■ **WHAT YOU ARE ASKED TO DO**
In the records below, some lines contain "places"; state the number of such lines and nothing else.

■ **INFORMATION SHOWN**
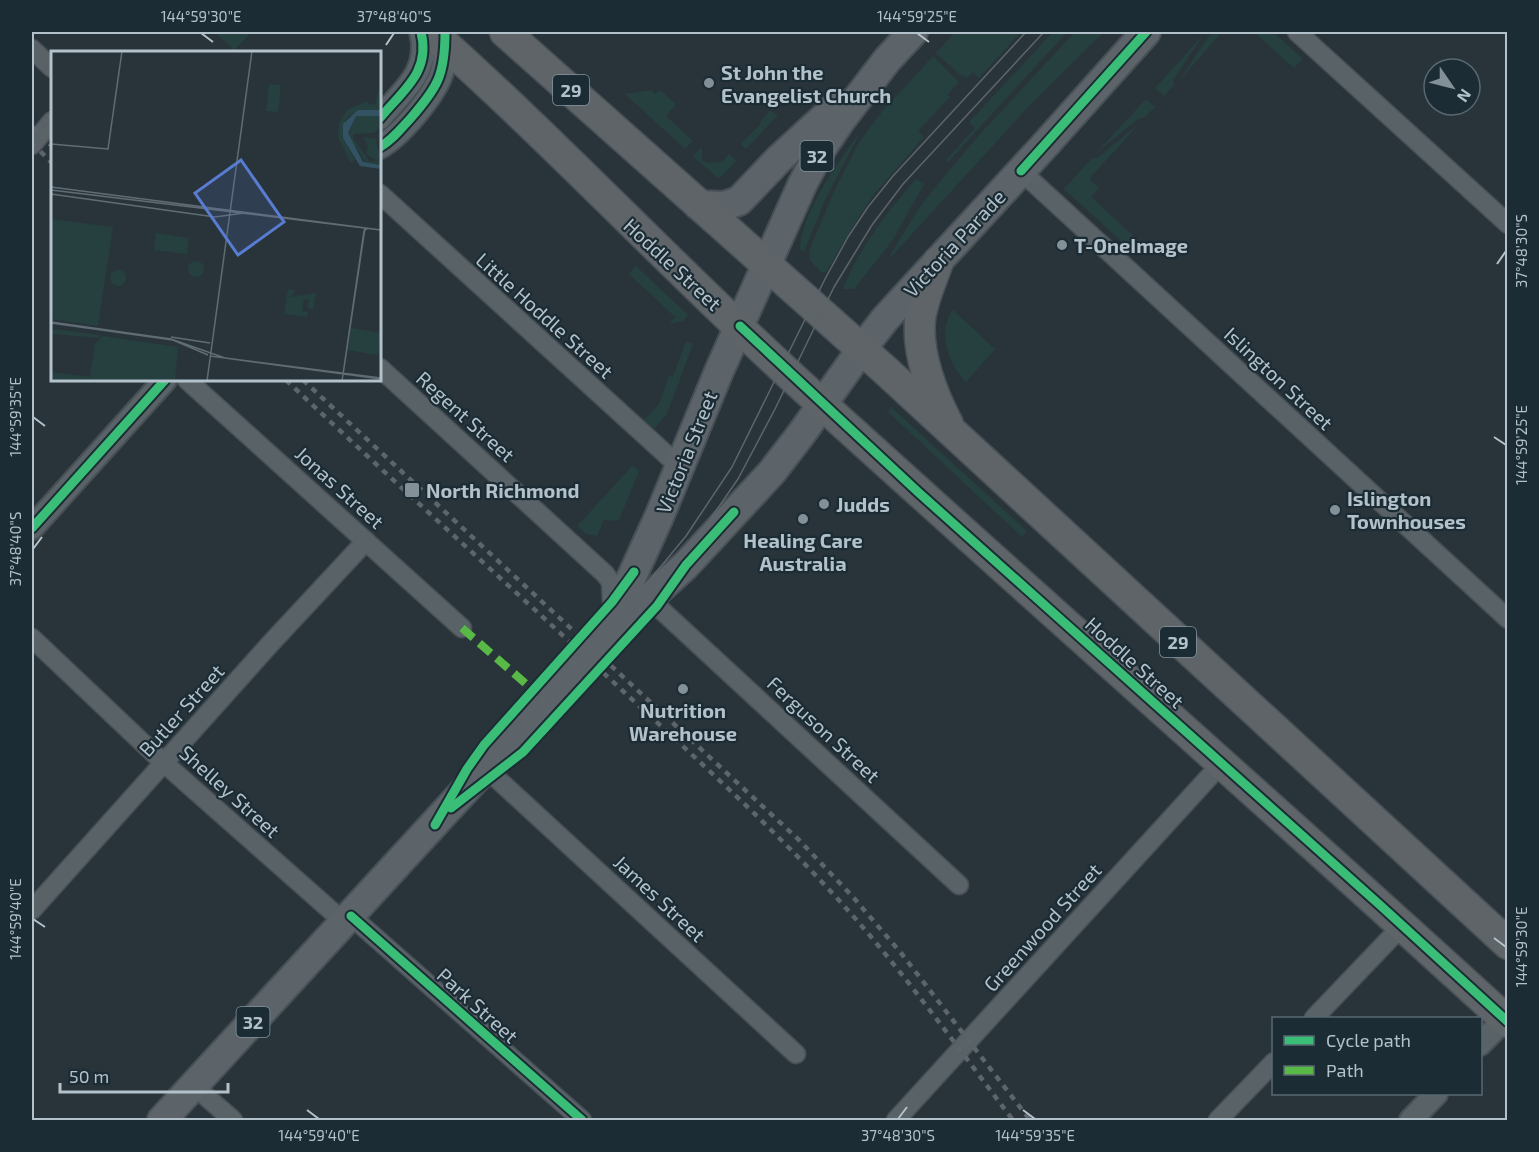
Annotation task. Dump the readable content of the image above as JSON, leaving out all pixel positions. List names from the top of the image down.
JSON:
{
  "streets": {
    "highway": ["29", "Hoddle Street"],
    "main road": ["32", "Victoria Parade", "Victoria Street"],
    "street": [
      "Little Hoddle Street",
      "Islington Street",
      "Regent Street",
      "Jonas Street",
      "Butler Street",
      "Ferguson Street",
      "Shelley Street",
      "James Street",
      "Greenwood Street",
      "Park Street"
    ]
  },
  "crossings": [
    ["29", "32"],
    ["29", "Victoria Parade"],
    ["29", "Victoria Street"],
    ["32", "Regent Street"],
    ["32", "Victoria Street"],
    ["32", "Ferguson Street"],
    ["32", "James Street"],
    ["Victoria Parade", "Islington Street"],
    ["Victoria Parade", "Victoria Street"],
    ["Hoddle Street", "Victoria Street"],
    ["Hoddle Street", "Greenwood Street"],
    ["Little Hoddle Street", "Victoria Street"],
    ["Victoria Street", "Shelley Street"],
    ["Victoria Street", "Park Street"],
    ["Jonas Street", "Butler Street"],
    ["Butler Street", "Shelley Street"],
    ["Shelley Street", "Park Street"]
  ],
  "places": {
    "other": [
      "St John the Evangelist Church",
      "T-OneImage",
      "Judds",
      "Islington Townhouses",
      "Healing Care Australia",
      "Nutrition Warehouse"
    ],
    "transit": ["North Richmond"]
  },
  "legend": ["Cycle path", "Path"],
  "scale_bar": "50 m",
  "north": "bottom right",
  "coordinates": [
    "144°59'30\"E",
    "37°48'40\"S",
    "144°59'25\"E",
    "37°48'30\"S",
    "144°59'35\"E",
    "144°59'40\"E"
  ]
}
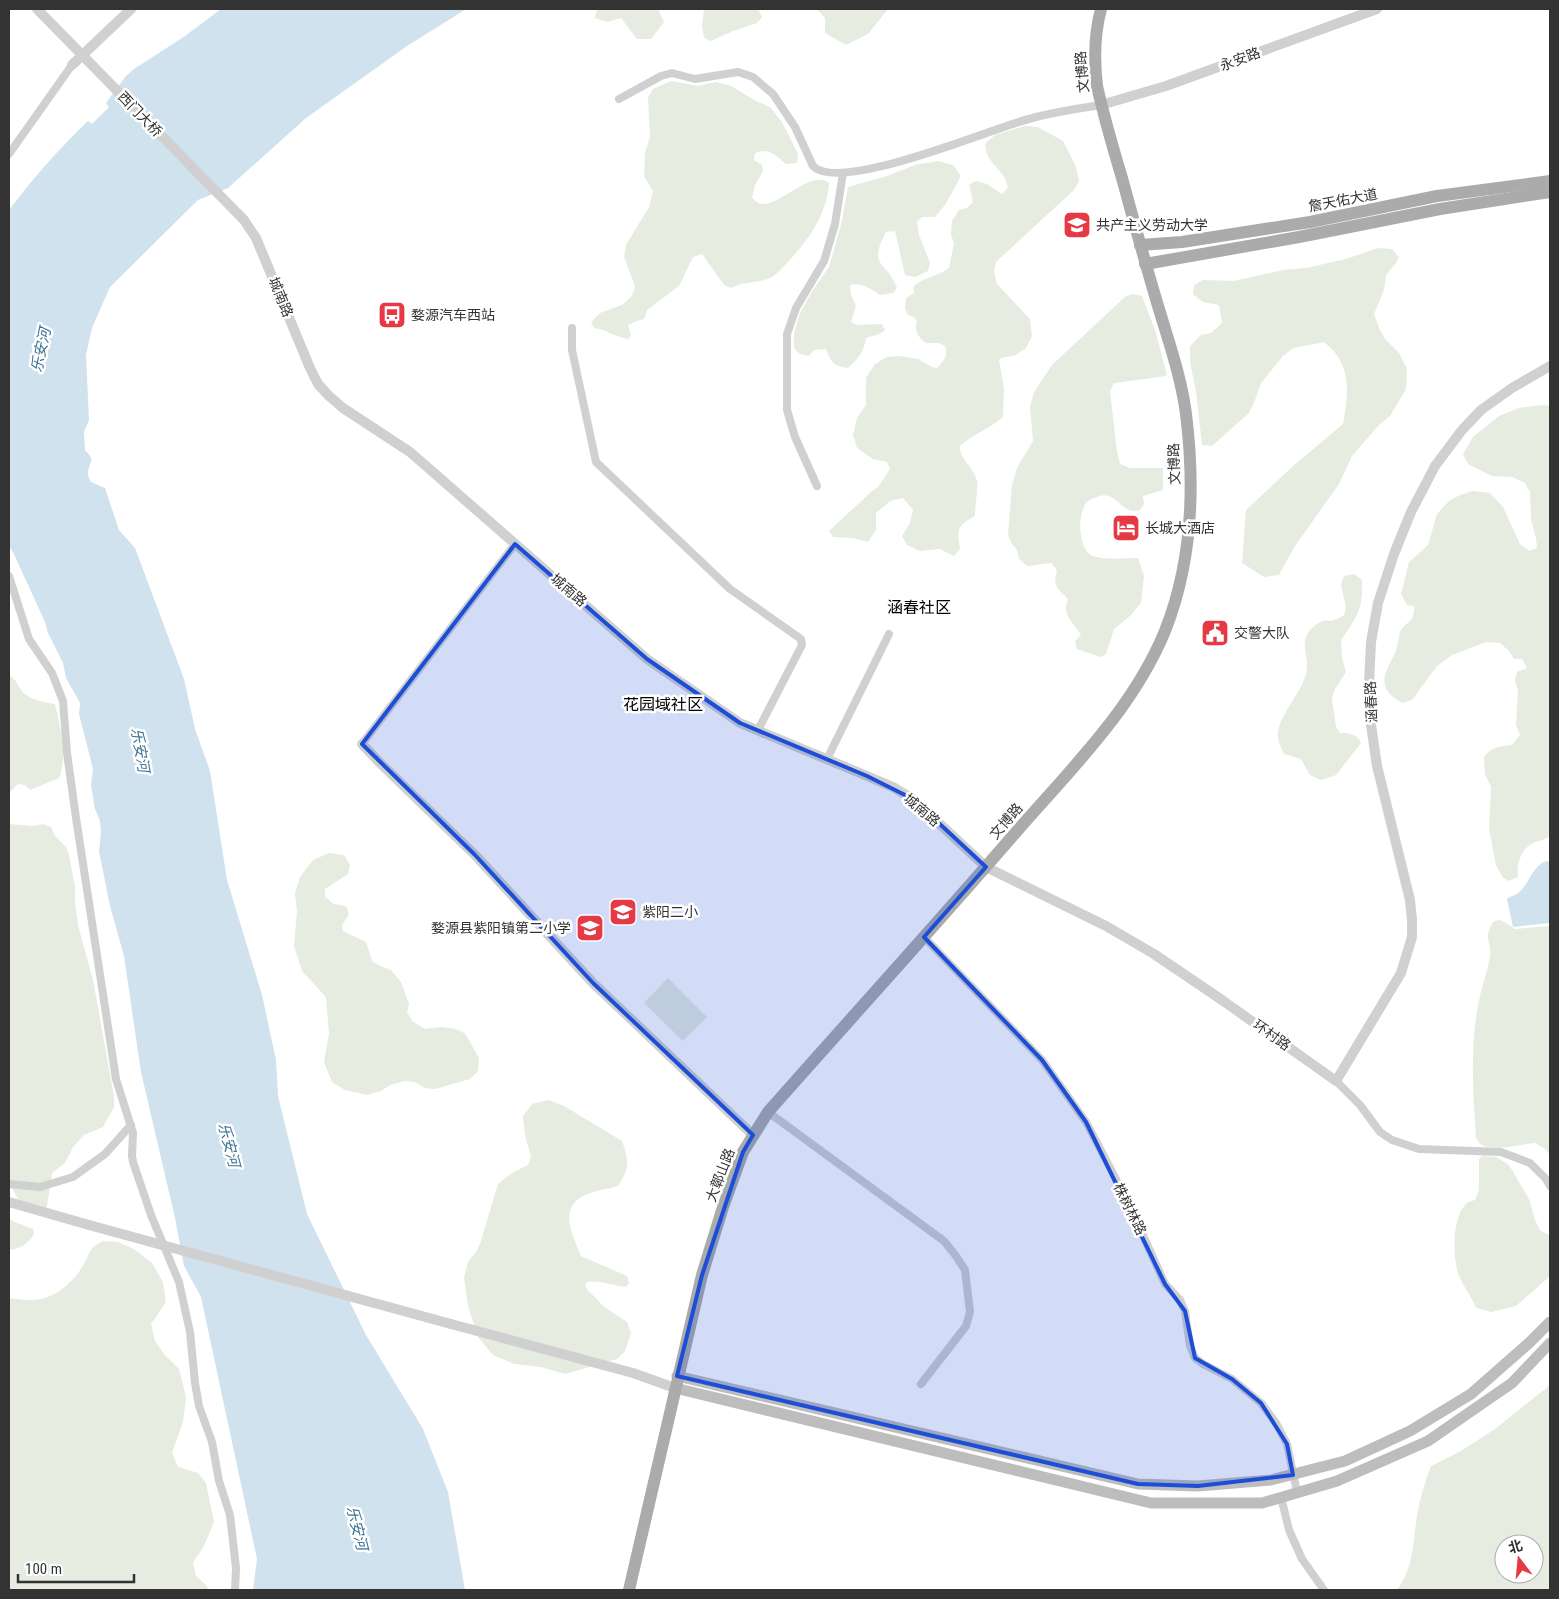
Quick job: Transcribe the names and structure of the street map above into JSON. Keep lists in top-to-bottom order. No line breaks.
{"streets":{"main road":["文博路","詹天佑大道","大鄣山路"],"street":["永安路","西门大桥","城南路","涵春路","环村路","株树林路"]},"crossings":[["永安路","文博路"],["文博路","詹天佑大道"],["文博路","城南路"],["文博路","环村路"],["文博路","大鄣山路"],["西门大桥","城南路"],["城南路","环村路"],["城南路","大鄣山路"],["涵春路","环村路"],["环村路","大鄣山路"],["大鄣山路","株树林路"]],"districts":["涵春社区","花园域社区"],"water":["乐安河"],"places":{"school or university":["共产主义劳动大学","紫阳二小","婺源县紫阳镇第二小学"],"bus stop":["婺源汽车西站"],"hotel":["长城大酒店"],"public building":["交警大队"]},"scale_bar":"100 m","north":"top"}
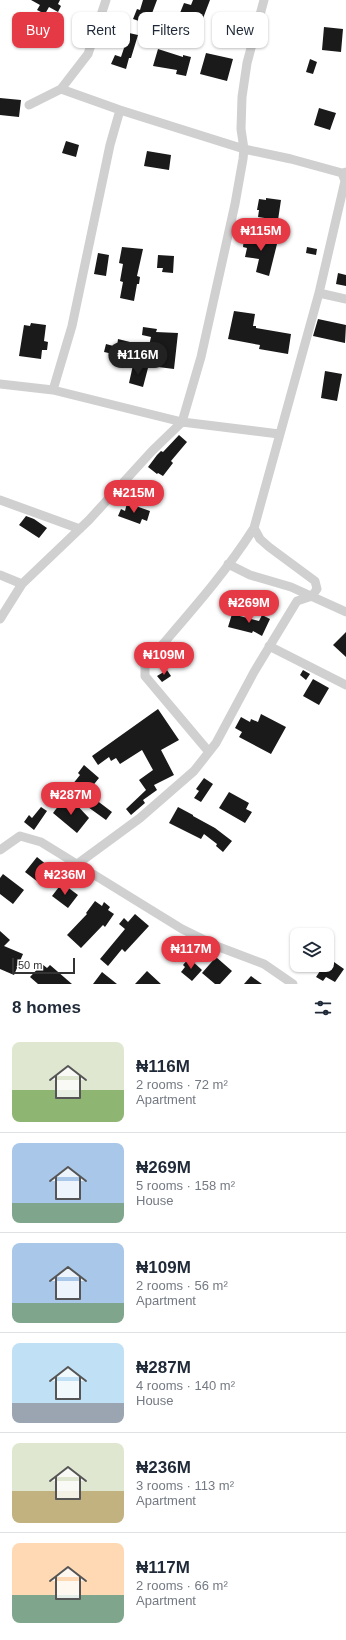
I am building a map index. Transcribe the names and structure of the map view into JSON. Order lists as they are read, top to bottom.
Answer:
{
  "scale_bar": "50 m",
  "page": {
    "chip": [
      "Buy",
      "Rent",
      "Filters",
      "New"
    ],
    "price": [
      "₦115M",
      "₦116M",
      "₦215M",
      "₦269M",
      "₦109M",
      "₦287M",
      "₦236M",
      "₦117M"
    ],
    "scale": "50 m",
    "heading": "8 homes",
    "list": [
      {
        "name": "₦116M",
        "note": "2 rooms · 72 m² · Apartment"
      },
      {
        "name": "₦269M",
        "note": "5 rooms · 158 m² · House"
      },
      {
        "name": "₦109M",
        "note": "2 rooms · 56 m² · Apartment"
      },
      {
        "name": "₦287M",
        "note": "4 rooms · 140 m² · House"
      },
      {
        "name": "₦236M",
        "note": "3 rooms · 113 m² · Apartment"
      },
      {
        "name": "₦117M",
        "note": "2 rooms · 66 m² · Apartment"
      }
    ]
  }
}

■ **RESULT**
2